Japan’s Jobless Rate Rises to Six-Year High, Prices Decline

July 31 (Bloomberg) -- Japan’s unemployment rate rose to a six-year high in June, undermining the outlook for consumer spending just as exports start to improve.

The jobless rate advanced to 5.4 percent from 5.2 percent in May, the statistics bureau said today in Tokyo, higher than the 5.3 percent median forecast of economists surveyed. Consumer prices excluding fresh food, the central bank’s preferred gauge, fell a record 1.7 percent in June, a separate report showed.

Economists expect the jobless rate to rise to a record 5.8 percent as production at three quarters of last year’s levels exerts pressure on costs even as companies start to ship more goods.

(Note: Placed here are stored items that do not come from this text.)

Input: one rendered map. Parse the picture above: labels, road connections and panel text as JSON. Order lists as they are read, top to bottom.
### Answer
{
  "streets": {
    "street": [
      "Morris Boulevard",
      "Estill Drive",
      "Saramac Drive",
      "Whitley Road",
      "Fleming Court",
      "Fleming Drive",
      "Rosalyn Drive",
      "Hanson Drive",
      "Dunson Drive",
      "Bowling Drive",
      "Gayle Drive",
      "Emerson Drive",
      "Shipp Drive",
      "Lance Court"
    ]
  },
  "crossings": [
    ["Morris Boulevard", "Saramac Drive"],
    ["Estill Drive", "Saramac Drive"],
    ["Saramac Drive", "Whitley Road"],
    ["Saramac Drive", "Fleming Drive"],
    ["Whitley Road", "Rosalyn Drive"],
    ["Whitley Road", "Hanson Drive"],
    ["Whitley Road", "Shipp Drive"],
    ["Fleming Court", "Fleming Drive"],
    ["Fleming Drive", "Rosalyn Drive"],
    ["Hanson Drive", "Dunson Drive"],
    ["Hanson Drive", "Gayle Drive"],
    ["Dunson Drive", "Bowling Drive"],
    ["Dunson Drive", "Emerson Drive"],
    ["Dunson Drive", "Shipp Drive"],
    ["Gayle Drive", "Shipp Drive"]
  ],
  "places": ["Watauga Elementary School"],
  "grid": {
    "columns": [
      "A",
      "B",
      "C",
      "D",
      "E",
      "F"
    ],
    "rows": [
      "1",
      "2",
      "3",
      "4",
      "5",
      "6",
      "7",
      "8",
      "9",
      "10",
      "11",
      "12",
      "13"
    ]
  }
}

Deflation may erode corporate profits, further hampering Japan’s recovery from its deepest postwar recession.

“Worsening job prospects will continue to weigh on Japan’s recovery,” said Yasuhiro Onakado, chief economist in Tokyo at Daiwa SB Investments Ltd. in Tokyo. “The export recovery is helping production but capacity utilization is still low and companies are still saddled with excess capacity and employment.”

The yen traded at 95.52 per dollar at 10:04 a.m. in Tokyo from 95.46 before the report was published. The Nikkei 225 Stock Average rose 1.4 percent to 10,305.40, heading for its highest close since Oct 6, after Sony Corp. posted a smaller than expected quarterly loss.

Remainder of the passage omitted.